Word embeddings (init by word2vec)
- The major disadvantage of the ones above is that they don't have an explicit guage for how semantically close two words/phrases(beyond unigrams) are. This leads to the usage of dense vector representations aka embeddings aka distributed representation : this calls for a black-box function that takes your n-gram and produces the mapped embedding - that's a job for Neural Networks
- progress made towards capturing semantic differences/similarities between two tokens in a corpus
- allows for some intuitive vector math to understand relations between tokens. for instance, the following may be reasonable assumptions regarding the representations in the embedding space:

(defun embbeder (token-chain)
  (progn ...)
  (return embedding))

(defun closep (a b &key (thresh defthresh)) ...)

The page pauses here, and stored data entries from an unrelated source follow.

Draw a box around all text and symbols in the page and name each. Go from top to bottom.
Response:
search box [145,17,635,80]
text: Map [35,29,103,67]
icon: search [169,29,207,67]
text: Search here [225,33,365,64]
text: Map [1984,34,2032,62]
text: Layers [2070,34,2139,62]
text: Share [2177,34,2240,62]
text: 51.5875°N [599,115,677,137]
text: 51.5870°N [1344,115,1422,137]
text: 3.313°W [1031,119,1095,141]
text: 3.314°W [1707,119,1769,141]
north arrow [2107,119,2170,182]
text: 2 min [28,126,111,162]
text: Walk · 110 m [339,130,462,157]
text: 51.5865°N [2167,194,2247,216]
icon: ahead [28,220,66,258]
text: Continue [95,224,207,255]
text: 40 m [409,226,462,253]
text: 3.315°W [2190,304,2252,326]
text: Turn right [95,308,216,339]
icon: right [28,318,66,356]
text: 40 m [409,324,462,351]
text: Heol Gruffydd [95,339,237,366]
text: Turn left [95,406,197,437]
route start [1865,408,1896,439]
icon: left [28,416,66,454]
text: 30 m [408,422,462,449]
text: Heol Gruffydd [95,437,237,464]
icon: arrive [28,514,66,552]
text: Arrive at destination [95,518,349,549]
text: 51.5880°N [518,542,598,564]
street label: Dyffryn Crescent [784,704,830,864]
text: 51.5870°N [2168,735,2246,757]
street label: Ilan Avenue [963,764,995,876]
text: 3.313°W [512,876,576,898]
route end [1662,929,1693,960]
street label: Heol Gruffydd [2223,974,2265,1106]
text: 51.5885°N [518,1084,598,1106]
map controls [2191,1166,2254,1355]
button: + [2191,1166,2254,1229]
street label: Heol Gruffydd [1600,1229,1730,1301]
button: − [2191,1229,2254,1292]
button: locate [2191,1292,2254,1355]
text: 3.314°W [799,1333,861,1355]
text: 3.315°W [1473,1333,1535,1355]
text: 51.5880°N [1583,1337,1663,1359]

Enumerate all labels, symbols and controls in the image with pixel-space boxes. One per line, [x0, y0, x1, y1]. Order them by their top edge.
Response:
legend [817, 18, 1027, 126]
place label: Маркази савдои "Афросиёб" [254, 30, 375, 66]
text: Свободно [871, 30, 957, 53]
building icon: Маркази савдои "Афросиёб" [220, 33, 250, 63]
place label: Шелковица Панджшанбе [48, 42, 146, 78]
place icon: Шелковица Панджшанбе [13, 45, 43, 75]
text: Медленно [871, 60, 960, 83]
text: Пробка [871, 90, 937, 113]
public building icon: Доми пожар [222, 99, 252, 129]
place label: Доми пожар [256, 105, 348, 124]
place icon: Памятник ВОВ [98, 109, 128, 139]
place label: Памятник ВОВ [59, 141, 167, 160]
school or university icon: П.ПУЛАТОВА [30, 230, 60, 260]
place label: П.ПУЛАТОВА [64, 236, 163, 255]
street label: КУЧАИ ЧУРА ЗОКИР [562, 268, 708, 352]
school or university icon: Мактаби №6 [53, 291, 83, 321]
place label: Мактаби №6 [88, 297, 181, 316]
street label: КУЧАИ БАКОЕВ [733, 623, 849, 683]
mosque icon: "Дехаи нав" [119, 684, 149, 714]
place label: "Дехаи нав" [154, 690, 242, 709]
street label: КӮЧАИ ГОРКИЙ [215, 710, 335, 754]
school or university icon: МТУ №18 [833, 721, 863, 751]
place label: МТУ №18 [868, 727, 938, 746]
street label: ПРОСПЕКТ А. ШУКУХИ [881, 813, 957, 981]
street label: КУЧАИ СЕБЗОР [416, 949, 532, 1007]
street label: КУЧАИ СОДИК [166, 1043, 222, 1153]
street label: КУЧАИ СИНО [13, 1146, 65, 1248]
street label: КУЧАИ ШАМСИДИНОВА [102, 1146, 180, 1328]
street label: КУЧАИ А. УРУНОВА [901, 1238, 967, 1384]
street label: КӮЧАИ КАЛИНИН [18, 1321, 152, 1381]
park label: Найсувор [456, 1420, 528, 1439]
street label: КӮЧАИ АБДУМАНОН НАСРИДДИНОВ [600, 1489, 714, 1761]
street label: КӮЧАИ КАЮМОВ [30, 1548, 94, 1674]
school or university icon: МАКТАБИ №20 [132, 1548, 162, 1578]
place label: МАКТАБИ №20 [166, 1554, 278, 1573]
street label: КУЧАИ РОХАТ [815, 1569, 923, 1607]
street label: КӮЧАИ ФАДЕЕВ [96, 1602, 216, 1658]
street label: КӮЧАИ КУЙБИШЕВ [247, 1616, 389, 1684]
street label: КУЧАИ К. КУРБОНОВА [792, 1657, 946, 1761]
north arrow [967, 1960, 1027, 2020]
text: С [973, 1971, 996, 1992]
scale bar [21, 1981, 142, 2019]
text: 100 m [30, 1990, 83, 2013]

(assert (closep (+ (embedding 'land) (embedding 'transport))
                (embedding 'car)))

(assert (closep (+ (- (embedding 'king) (embedding 'man))
                   (embedding 'woman))
                (embedding 'queen))))

exploring embedder further:
- it builds the embedding by looking at the distributional similarity (accepting distributional hypothesis) of the words i.e. its neighborhood, aka context.
- on a conceptual level: this is done by a vector space level fixed point iteration where each token embedding is intialized randomly and then improved upon with each iteration using that token's context in its occurences in the corpus.
- specifically, word2vec, uses a 2 layer neural net for this.
for pretrained word embeddings (which are form of key-value stores), refer genism
quick similarity searches can be done on a vector space by using cosine similarity
for training your word embeddings, look into continuous bag of words and SkipGram

Scaling beyond words:
- most tasks require embedding paragraphs or even documents into a dense vector space : exploring this in a separate node
- Also note that in addition to the individual short-comings of the above methods, none of them can handle the OOV (out of vocab) problem gracefully.

HandCrafted Features:
- when significant domain specific knowledge is available beforehand, one can add manual manipulation processes before we use the features for better performance, than a generic representation pipeline
- this may be the case when the task at hand has specific requirements that may not be well captured for fitting a model, when only employing generic pipelines.

3. Relevant nodes

3.1. Representation Learning

4. Detour

from a more abstract perspective, text is pretty personal to me as most of my journaling, logging, blogging and ideation takes place textually.
This deserves a special treatment in the context of operating your environments.